A few days ago I was struck with the fancy to build my own tank. A big tank is expensive and somewhat generic, so I reason that building my own tank (say 100 gallons) would be a way of satisfying my aquatic curiosity on a budget.

Making a box out of 5 pieces of glass doesn't sound like a difficult feet, but there are very few things that are as easy to do well as someone would first believe.

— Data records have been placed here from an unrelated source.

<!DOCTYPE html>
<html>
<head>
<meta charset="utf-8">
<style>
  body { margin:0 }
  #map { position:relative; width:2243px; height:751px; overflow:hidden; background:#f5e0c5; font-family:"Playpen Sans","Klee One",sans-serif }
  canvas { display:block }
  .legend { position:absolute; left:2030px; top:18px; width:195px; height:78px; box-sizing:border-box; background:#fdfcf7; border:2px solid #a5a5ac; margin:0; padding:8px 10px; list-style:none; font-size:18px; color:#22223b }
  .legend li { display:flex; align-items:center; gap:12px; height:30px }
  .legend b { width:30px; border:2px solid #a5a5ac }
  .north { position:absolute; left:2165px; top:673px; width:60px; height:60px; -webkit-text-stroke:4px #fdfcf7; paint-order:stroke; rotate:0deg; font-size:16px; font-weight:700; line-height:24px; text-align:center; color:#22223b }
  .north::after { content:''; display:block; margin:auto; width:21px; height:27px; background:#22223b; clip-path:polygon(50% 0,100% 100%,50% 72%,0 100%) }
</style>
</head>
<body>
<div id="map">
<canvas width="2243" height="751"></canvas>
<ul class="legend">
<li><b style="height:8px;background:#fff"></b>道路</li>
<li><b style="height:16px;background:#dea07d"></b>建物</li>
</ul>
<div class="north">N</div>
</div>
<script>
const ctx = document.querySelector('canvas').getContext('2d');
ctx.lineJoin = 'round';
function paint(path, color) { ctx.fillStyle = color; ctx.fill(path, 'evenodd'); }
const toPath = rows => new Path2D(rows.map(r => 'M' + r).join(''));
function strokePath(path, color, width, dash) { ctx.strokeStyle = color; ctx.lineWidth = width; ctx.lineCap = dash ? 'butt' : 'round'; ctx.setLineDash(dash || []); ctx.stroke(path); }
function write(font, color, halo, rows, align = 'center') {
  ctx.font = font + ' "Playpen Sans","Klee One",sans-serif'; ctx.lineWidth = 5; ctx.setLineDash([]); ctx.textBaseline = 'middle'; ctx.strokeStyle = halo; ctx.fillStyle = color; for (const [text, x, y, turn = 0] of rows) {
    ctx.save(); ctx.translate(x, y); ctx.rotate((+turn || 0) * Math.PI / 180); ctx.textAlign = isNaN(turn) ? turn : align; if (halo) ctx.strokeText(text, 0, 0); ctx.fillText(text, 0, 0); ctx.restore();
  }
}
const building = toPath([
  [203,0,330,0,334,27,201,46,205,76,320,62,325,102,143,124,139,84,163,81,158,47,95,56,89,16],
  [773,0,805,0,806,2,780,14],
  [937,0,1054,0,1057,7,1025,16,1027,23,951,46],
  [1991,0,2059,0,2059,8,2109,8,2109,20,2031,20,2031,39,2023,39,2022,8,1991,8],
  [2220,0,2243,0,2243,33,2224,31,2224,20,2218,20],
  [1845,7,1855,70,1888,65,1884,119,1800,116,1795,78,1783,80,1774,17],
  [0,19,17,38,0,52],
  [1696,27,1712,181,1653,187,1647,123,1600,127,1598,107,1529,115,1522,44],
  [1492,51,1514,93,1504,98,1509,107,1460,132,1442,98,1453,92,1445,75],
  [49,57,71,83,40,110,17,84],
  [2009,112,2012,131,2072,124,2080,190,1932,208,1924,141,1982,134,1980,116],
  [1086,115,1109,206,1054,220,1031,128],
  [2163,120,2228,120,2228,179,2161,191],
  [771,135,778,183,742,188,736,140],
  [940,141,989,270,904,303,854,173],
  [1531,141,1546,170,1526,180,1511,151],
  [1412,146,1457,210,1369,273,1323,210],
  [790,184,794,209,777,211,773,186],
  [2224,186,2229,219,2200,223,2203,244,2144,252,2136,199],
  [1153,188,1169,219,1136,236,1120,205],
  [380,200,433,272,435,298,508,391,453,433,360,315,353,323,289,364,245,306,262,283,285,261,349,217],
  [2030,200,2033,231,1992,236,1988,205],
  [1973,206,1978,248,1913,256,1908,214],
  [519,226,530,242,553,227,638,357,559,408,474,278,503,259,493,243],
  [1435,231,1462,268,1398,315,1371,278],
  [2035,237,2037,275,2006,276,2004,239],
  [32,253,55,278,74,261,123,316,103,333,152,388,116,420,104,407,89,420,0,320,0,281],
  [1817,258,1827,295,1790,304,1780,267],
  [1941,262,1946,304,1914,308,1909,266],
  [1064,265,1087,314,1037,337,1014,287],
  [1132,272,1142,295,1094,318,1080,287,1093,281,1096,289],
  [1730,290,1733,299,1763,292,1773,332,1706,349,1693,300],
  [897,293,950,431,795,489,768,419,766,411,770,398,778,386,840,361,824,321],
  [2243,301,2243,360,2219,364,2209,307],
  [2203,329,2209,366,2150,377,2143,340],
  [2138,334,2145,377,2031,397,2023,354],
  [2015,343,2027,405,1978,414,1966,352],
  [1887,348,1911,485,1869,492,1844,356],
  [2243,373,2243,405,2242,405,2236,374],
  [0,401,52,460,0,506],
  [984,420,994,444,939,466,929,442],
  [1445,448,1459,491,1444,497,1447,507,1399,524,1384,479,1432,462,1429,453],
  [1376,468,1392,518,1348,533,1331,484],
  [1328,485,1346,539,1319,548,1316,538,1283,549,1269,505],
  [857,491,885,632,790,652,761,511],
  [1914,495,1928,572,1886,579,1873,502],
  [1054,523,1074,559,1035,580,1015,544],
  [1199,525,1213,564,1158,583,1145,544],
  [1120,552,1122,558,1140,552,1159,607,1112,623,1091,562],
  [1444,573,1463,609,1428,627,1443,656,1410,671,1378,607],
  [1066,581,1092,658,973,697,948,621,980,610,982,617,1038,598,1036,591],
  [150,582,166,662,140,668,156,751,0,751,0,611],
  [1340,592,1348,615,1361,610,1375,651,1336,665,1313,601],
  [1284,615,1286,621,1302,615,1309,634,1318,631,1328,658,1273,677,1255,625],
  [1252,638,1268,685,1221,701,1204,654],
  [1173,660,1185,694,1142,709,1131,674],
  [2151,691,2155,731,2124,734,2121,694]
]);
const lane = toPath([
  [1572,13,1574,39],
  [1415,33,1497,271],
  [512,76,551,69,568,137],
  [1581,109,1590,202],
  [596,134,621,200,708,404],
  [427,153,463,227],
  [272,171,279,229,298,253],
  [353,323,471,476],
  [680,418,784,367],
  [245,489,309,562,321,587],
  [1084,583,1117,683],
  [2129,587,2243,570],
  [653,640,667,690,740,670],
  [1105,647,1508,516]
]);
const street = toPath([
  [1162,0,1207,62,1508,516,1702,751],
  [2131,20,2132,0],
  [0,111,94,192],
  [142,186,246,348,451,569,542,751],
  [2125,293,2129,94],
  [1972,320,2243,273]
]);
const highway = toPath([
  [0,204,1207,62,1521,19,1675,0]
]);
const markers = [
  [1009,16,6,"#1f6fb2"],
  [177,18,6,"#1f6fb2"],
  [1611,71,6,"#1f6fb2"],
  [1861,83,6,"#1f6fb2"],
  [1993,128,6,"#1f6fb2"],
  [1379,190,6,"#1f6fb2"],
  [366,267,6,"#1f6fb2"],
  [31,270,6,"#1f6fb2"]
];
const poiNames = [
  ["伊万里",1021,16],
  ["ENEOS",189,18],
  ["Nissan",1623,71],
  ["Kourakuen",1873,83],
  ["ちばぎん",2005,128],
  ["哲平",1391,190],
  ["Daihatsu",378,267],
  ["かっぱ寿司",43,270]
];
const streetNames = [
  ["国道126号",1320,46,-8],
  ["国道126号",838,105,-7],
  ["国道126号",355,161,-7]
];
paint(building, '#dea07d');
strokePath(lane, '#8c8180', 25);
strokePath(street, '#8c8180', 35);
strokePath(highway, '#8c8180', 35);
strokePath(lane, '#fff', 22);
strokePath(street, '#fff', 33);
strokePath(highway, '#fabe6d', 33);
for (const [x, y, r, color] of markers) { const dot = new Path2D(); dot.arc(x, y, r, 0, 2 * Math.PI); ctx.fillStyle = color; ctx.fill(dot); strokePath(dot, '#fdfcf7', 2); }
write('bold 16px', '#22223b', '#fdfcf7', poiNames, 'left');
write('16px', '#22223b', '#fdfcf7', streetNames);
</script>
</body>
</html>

So, has anyone had experience building their tank? What are some pitfalls that you have encountered?

Edit:
I just realized that there is already a DIY forum and I had not noticed it. Would a moderator mind moving this to the proper forum? 
Thank you


----------



## susankat (Nov 15, 2008)

I think one of the main pitfalls is the cost of glass that is thick enough to withstand the water pressure.


----------



## Pigeonfish (Jun 23, 2011)

Would acrylic glass withstand the water? How's the pricing for that? Curious because when I get a larger space I'd like to create some of my own tanks. :3


----------



## Oliver Wilmore (Jul 14, 2011)

Apparently, acrylic glass works for DIY aquariums. Here is a link that discusses it:
Do It Yourself Aquarium Projects

The link mentions that the sheets are 4'x8' and the pricings are:

1/4" = $60-$70
3/8" = $110-$130
1/2" = $150-$180

The thickness depends on the height and length of your aquarium though. 

I have the same feeling Pigeonfish! I live in a dorm for now but hopefully I will get a decent paying job once I graduate and move into an apartment. Creating and stocking a tank for a low budget would be extremely rewarding experience in this case. From the looks of it, you can indeed create your own tank at a fraction of the cost.


----------